» PROBLEM DETAILS:
For the word "none", count the lines of the records that hold it, and give only that number.

[Dataset excerpts]
.....

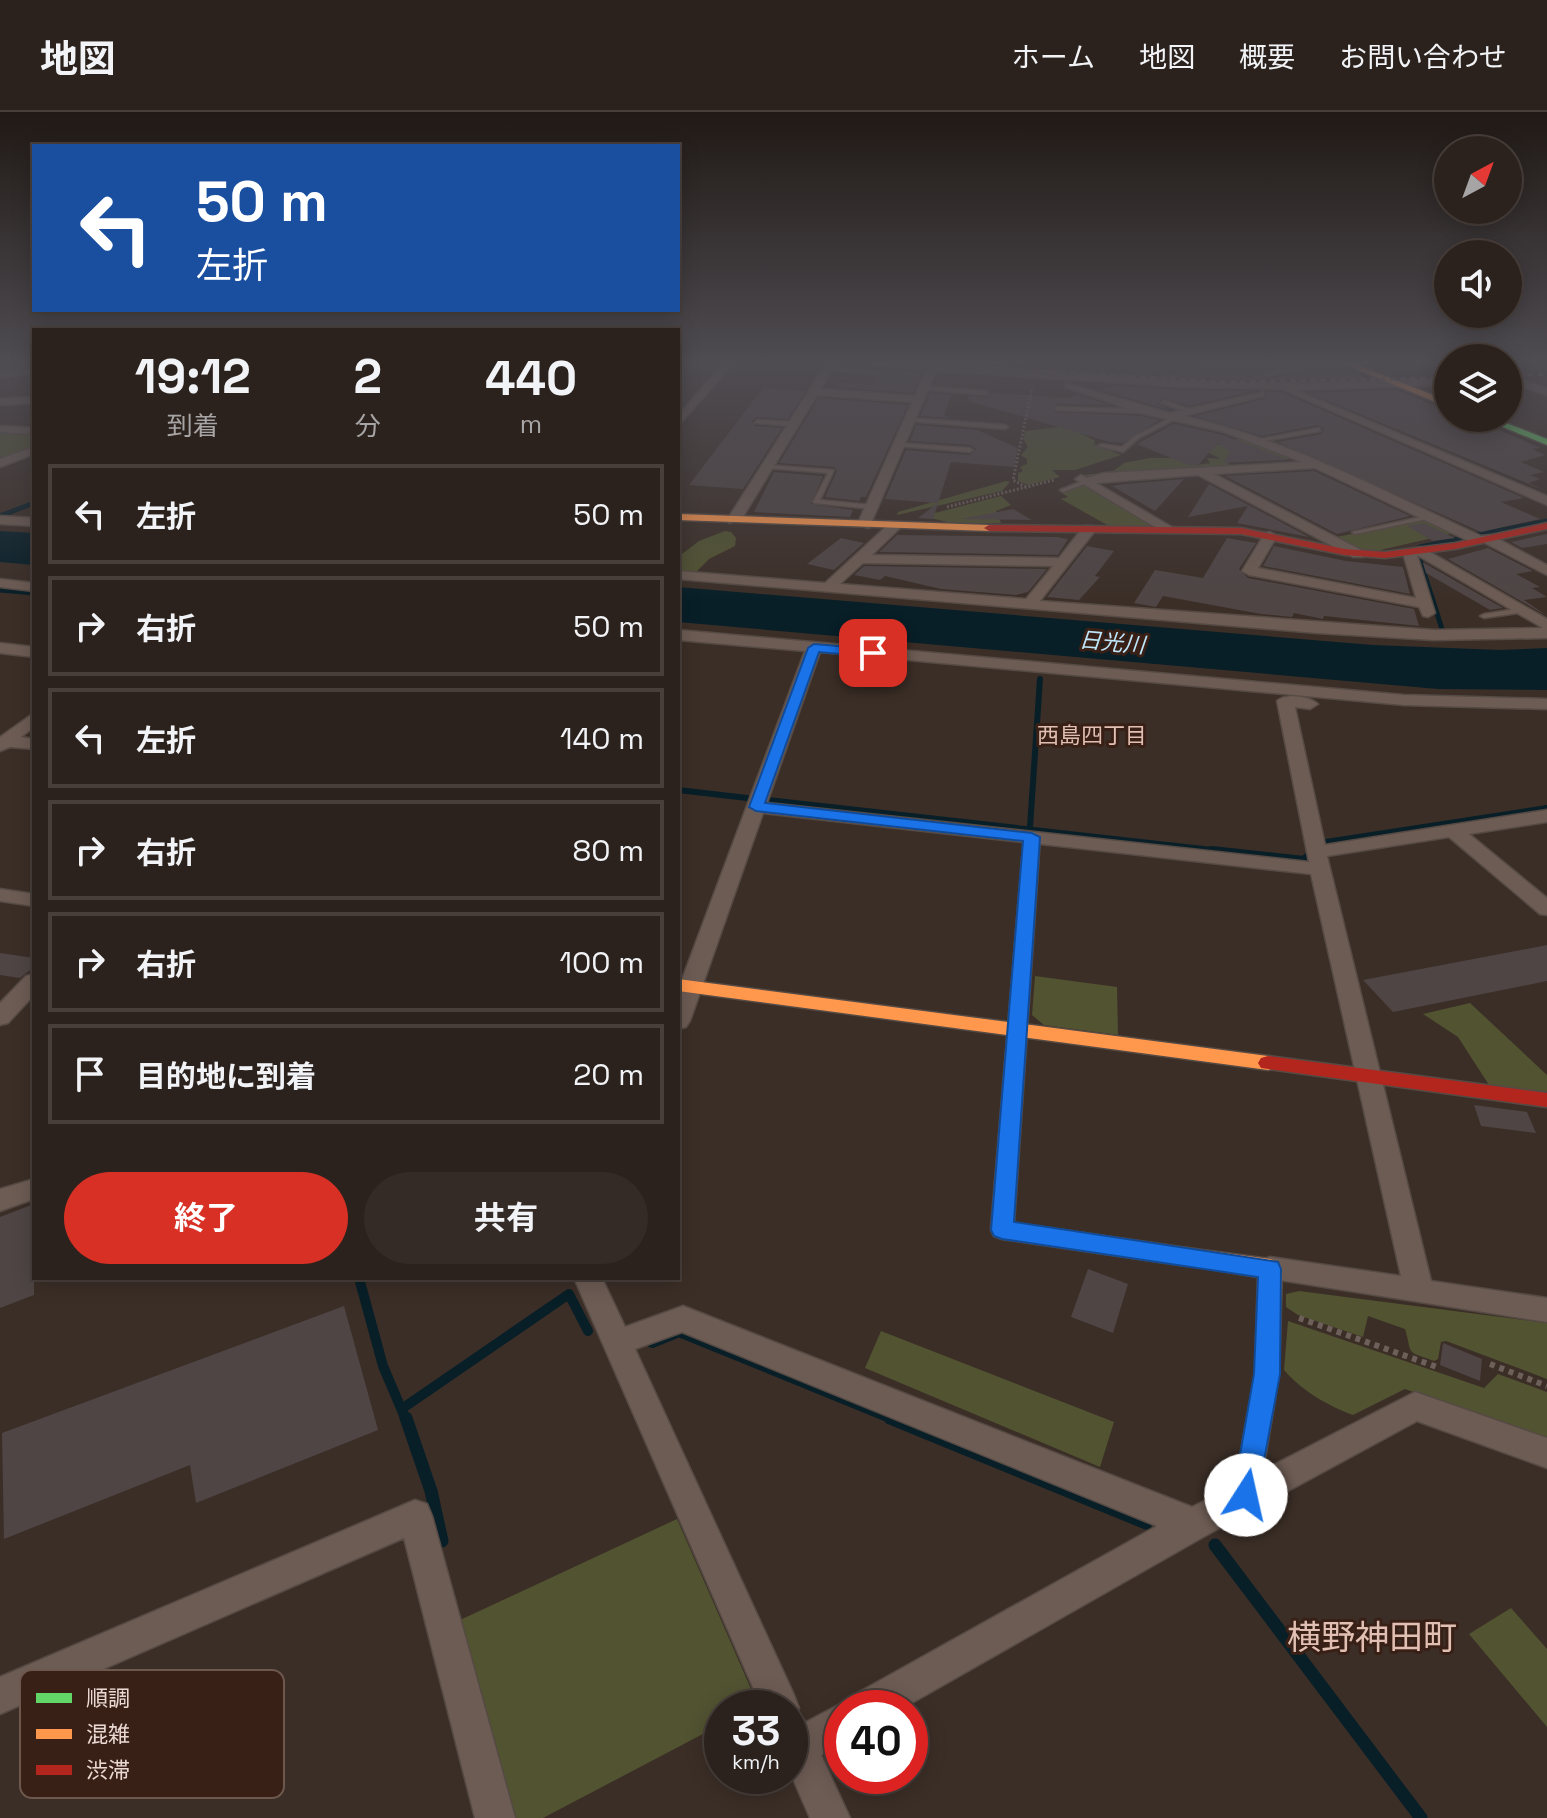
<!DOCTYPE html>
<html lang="ja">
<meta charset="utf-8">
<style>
:root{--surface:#2c221d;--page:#342a26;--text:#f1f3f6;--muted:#a6a4a4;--line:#483f3b;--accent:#d93025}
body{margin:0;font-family:"Space Grotesk","Noto Sans JP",sans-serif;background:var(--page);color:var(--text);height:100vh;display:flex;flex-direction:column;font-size:30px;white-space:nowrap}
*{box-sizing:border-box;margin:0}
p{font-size:26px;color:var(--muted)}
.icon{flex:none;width:44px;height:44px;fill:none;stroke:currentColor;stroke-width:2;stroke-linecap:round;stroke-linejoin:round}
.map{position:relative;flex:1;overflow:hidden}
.sheet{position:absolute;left:32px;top:216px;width:648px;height:952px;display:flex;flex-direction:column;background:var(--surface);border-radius:0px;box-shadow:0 4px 20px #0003,0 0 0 2px var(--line)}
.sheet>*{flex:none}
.hud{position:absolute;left:32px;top:32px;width:648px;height:168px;border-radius:0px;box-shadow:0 4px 20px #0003,0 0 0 2px var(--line);background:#1a4fa0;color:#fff;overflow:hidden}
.needle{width:52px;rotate:41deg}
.controls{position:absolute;left:1434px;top:24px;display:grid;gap:16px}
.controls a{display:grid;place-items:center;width:88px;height:88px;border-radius:50%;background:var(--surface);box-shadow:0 4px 20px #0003,0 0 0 2px var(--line);font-size:40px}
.speed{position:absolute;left:704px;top:1578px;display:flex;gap:16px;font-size:40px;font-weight:700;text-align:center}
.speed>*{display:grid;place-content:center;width:104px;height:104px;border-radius:50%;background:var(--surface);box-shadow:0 4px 20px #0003,0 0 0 2px var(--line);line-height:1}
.speed small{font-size:20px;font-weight:400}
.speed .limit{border:12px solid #d22;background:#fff;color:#111}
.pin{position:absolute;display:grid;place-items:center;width:68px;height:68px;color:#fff;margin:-34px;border-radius:16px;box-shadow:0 4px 12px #0006}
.me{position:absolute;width:88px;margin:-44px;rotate:10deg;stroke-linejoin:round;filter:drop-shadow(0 0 6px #0008)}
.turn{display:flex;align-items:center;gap:28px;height:168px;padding:0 32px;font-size:36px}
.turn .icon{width:104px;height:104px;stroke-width:2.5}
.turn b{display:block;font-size:56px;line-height:68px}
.eta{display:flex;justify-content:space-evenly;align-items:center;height:136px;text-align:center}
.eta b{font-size:48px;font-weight:700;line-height:56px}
.cta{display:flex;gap:16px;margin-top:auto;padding:16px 32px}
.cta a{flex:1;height:92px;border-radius:48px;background:var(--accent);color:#fff;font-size:32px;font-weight:700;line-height:92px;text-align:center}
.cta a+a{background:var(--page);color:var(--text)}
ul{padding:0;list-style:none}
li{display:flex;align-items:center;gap:24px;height:100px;margin:0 16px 12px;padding:0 16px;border:4px solid var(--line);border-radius:0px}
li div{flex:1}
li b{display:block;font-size:30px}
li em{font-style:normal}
header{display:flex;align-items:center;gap:48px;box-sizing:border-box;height:112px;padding:0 40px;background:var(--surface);border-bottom:2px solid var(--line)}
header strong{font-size:38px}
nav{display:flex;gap:44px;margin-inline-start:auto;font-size:28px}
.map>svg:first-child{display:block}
</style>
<header>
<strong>地図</strong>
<nav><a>ホーム</a><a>地図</a><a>概要</a><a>お問い合わせ</a></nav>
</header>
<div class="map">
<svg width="1547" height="1706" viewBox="0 0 1547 1706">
<rect width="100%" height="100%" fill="#3b2e27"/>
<path fill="#4b2e22" d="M901 252H980L1203 267 1370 266 1385 272 1212 271Z"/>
<path fill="#515331" d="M1068 314 1095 329 1094 332 1121 343 1075 358H1052L1060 365 1028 373 1018 369V361L1023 359 1020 355 1027 352V347L1021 343 1028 335 1023 326 1025 319Z
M0 319 34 321V337L0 350Z
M1245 325 1290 347 1227 350 1231 354 1091 366 1083 363 1112 360 1124 351 1150 346H1172L1197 353 1210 351 1207 346 1221 347 1201 337Z
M1006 369 1010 370 1002 379 897 403 898 400Z
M1086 373 1153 411 1151 414H1109L1061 387 1068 385 1062 381Z
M1001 384 1011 393 996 399 1001 411 955 412 923 404Z
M1430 407 1458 420 1372 440 1354 438 1331 426Z
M725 419 731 420 736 426 735 434 709 447 696 460 678 459V445L699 429Z
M1035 864 1117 875 1118 923 1044 913 1032 903Z
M1470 891 1547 963V980L1489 973 1458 925 1423 902Z
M1299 1179 1547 1211V1267L1446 1229 1441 1230 1438 1247 1434 1249C1404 1238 1413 1244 1405 1217L1368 1204 1363 1225 1298 1203 1286 1195V1182Z
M1288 1209 1484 1276 1498 1262 1547 1280V1327L1405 1277 1353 1303C1328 1294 1301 1278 1284 1258Z
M881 1219 1114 1310 1100 1355 865 1256Z
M677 1407 758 1593 722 1596V1612L543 1706H516L460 1508Z
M1511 1496 1547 1537V1615L1469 1522Z"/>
<path fill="#081f28" d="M0 419 34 421V453L0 450Z
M678 475 1373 533 1500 538 1547 536V578L1438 577 678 510Z"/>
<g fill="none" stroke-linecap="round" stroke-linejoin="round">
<path stroke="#081f28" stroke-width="4" d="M1016 252 1021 255"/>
<path stroke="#081f28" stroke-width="5" d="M0 404 34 391
M1476 423 1547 409
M1420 435 1462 426
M1420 448 1442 517
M0 478 34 481"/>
<path stroke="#081f28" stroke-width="6" d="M678 678 747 686
M768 688 1230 740
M1030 715 1040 567
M1326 730 1547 696"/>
<path stroke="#081f28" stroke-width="8" d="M1212 738 1304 748 1307 745"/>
<path stroke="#081f28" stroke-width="10" d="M359 1166 383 1254 406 1308
M652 1231 679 1220 895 1308
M403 1296 569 1182 588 1219"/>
<path stroke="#081f28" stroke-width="13" d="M406 1306 431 1379 442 1429
M890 1306 1146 1411
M1215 1433 1421 1706"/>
</g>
<path fill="#4f4545" d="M1210 252H1289L1259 259 1268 267 1338 252 1369 267 1248 268 1158 265Z
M882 257 922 261 913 281 835 275 838 270 872 273 876 266 885 262Z
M1118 274 1184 278 1253 279 1189 294 1162 285 1158 292 1170 298 1100 278Z
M763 276 806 279 788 307 757 305 752 309 755 314 782 316 743 377 689 373Z
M1396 278 1448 299V306H1471L1541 336 1532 337 1545 343 1521 350 1544 360 1530 363 1540 367 1529 371 1546 379 1309 281Z
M1267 280H1281L1524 386 1501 390 1540 407 1481 420 1278 330 1322 322 1324 317 1318 313 1262 324 1195 304 1265 287Z
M930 281 951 283 944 303 951 306 920 304Z
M991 281 1066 286 1079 283 1109 293 1057 292 1053 300 1140 304 1159 308 1123 331 1110 330 968 289 969 284 985 286Z
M819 286 908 293 866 385H861L859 389 825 385 837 359 834 355 779 351Z
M1174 312 1223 323 1288 348 1223 351 1230 340 1218 331 1198 353H1188L1137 332Z
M916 313 977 318 1018 336 1014 355 951 350 933 407 918 406 938 391 885 387 906 338 970 343 976 337 970 333 910 329Z
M1314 359 1410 404 1337 422 1225 364Z
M774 360 823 364 811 392 853 398 850 405 754 400Z
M1184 367 1155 399 1112 374 1125 372Z
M1209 372 1309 425 1237 411 1248 394 1188 405Z
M1013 397 1032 408 960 407Z
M1424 411 1455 426 1433 429 1407 414Z
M1547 422V432L1522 436 1511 430Z
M897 423 1056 425 1068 427 1058 443 879 440Z
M841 426 864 431 834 458 807 452Z
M1227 426 1256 431 1239 457 1248 466 1414 497 1419 514 1324 504 1323 507 1294 501 1292 505 1261 502 1163 484 1156 495 1134 491 1155 458 1203 466Z
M1087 434 1114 439 1095 464 1100 465 1079 488 1047 485Z
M1274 434 1346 449 1403 455 1410 482 1263 454Z
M1488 436 1533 459 1516 462 1540 475 1532 476 1547 485 1524 488 1547 504 1448 447Z
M1423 451H1424L1503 496 1490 498 1426 461Z
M864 454 1047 457 1028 480 1016 483 941 477 885 464 880 468 854 463Z
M1547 833V869L1393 900 1363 868Z
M0 841 34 846V855L20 866 0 863Z
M1474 993 1527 1000 1536 1021 1481 1014Z
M34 1092V1183L0 1196V1105Z
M1088 1157 1128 1172 1113 1221 1071 1205Z
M344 1194 378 1318 196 1391 190 1353 4 1427 2 1321Z
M1443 1231 1482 1247 1480 1269 1440 1253Z"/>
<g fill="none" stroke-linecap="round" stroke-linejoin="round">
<defs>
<path id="lane" d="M826 256 879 259 882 261 879 263 828 258Z
M924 274 985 279 988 281 985 283 922 277Z
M1163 288 1192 298 1193 299 1188 300 1161 291Z
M1057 295 1145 297 1148 299 1145 301 1055 298Z
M1174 304 1176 307 1139 326 1123 340 1098 334 1101 332 1122 335 1135 324Z
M910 306 1005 313 1008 315 1005 317 908 309Z
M757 308 794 310 797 312 794 314 755 311Z
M1319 316 1321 319 1258 330 1255 328Z
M899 331 970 336 973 338 970 340 897 334 896 333Z
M766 353 834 358 820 388 872 393 875 395 872 397 814 391 813 390 828 361 768 356 765 354Z
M1085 368 1087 369V371L1063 380 1060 378Z
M1430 403 1433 405 1432 406 1355 422 1352 420Z
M1522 496H1525V500L1484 506 1480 504 1484 502Z"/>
<path id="street" d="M722 252H733L678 314V304Z
M826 252H836L820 277 915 284 926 258 872 252C976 252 1078 263 1181 269 1270 274 1359 270 1448 267V273L1295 278 1547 384V393L1282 277 1184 275 936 259 869 416 857 413 912 290 817 283 741 408 729 411 727 408Z
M1306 252H1335L1267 264 1262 261Z
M34 255V261L0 266V260Z
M1508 264 1547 276V283L1508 270Z
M1065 271 1170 301 1264 280V284L1183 304C1288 327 1383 379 1481 424L1491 423 1547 453V463L1483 430 1473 431 1315 356 1214 362 1363 439V445H1353L1198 363 1096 371 1177 418 1165 421 1075 367 1081 363 1087 366 1104 361 1302 350 1224 320 1141 301 1065 275Z
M34 285V291L0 293V287Z
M0 314 34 316V322L0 320Z
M34 335V342L0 355V347Z
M0 404 34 406V414L0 412Z
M890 411 902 414 872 443 1059 446 1084 414H1094V420L1040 489 1434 518 1543 516 1417 443 1435 501 1428 505 1423 504 1419 495 1249 463 1242 459 1265 421 1270 420 1277 424 1258 456 1416 486 1403 441 1421 435 1547 507V526L1434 528 1317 521 678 467V459L825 471ZM863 451 1053 454 1026 487 840 472Z
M0 467 34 471V479L0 475Z
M678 518 1404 583 1547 587V597L1404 593 820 540 767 691 1309 750 1277 589C1286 581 1309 584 1318 592L1310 597 1295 595 1325 733 1547 698V710L1469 722 1547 786V803L1540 802 1449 725 1327 744 1431 1169 1547 1186V1210L1260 1165 1256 1157 1260 1149 1270 1145 1401 1164 1311 762 763 701 690 909 686 915 678 917V878L805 539 678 528Z
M0 531 34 535V545L0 541Z
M34 601V615L21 625 34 627V637L10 635 0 639V625Z
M0 777 34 782V794L0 789Z
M34 862V883L8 911 0 913V891L26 864Z
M34 1067V1087L0 1099V1077Z
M574 1166H602L625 1215 683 1194 1192 1395 1415 1280 1547 1326V1356L1417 1309 1205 1424 903 1596H842V1631L821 1643 850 1706H810L790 1660V1596H762ZM682 1220 1157 1414 854 1583 849 1594 842 1591 806 1610 797 1601 799 1596 794 1583 635 1237Z
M415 1388 427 1392 432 1404 515 1706H475L404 1426 0 1602V1565Z"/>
<path id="fast" d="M1481 306H1493L1547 327V333Z
M1032 720 1040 725 1014 1111 1187 1136 1195 1138 1198 1145 1195 1152 1187 1154 1002 1127 994 1124 991 1118 1024 725Z"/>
<path id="slow" d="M1343 252H1355L1448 289V295Z
M678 402 989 413 994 416 989 419 678 408Z
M678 867 1268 944 1275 946 1278 951 1275 956 1268 958 678 879Z
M1187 1136 1270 1147 1278 1150 1282 1157 1279 1262 1259 1383 1255 1392 1246 1396 1237 1392 1233 1383 1255 1262 1258 1165 1179 1152 1176 1145 1179 1138Z"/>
<path id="jam" d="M1547 411V417L1455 437 1385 446 1345 443 1241 422 989 419 984 416 989 413 1241 416 1345 437 1385 440 1455 431Z
M1268 944 1547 981V995L1261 956 1258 951 1261 946Z"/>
</defs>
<use href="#lane" stroke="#554a44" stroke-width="3"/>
<use href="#street" stroke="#554a44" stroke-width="3"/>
<use href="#fast" stroke="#554a44" stroke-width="3"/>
<use href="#slow" stroke="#554a44" stroke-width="3"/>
<use href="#jam" stroke="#554a44" stroke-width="3"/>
<path stroke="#6d605a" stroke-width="3" stroke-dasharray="2 2" stroke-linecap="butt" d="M1026 375 1013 368 1032 276
M947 395 1054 368"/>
<path stroke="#6d605a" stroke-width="6" stroke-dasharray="5 5" stroke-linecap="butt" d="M1299 1206 1437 1255
M1490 1252 1547 1274"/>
<use href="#lane" fill="#6d5c54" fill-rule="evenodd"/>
<use href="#street" fill="#6d5c54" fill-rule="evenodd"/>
<use href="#fast" fill="#63d668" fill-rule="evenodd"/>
<use href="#slow" fill="#ff974d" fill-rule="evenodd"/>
<use href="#jam" fill="#b3261e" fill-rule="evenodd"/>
<path stroke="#766a63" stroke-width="3" stroke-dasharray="5 5" stroke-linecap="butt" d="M931 252 1225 270 1448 266
M1508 264 1547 262"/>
</g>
<linearGradient id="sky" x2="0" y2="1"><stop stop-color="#201915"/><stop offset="0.51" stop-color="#4f4c52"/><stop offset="1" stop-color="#4f4c52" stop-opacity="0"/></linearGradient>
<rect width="1547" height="491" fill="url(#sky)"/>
<path fill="#1a73e8" stroke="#114b97" stroke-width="2" d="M814 532 873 537 879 541 873 545 819 540 765 691 1032 721 1040 725 1014 1110 1278 1150 1281 1157 1280 1262 1256 1392 1246 1396 1237 1392 1233 1383 1254 1262 1258 1165 1002 1127 994 1124 991 1118 1023 729 756 699 749 695 808 536Z"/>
<g text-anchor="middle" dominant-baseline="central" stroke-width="6" stroke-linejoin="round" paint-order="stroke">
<g font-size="22" font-style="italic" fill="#bfe7fc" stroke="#392016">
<text transform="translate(1112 530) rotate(5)">日光川</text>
</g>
<g font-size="22" fill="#e1bfb2" stroke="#392016">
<text x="1092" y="623">西島四丁目</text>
</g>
<g font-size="34" fill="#e1bfb2" stroke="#392016">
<text x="1372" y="1525">横野神田町</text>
</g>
</g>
<rect x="20" y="1558" width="264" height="128" rx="12" fill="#392016" stroke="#6e584e" stroke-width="2"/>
<rect x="36" y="1581" width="36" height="10" fill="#63d668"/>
<rect x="36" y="1617" width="36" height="10" fill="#ff974d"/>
<rect x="36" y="1653" width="36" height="10" fill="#b3261e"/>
<g font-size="22" fill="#ead9d2">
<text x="86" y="1594">順調</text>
<text x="86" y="1630">混雑</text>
<text x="86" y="1666">渋滞</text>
</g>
</svg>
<div class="controls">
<a><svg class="needle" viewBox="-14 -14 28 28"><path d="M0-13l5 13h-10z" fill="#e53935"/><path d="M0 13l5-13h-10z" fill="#a6a4a4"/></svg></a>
<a><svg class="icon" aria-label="sound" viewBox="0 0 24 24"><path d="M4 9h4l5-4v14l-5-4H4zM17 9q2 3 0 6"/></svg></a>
<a><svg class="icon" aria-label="layers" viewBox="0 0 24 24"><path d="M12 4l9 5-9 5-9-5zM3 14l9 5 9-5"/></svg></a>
</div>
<div class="speed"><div>33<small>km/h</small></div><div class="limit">40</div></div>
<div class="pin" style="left:873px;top:541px;background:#d93025"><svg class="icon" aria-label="arrive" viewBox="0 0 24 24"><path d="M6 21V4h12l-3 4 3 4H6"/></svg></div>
<svg class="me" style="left:1246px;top:1383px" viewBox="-20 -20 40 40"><circle r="19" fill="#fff"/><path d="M0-13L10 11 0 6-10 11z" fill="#1a73e8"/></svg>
<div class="hud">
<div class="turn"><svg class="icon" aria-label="left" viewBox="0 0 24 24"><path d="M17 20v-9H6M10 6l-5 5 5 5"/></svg><div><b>50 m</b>左折</div></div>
</div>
<section class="sheet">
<div class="eta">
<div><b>19:12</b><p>到着</p></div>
<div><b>2</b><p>分</p></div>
<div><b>440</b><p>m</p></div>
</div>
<ul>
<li><svg class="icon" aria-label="left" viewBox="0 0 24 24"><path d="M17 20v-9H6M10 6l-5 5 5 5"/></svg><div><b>左折</b></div><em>50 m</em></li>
<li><svg class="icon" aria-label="right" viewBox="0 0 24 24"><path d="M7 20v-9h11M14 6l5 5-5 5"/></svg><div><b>右折</b></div><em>50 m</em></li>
<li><svg class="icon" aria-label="left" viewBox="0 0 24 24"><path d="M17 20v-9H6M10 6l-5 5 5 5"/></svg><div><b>左折</b></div><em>140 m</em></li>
<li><svg class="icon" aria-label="right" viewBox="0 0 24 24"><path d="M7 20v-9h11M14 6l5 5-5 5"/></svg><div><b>右折</b></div><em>80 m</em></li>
<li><svg class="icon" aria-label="right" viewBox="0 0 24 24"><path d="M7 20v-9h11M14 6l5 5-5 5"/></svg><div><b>右折</b></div><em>100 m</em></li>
<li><svg class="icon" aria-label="arrive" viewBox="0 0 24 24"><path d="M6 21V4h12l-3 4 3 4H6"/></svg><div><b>目的地に到着</b></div><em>20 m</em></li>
</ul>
<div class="cta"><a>終了</a><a>共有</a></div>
</section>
</div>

.....

» EXERCISE SOLUTION:
5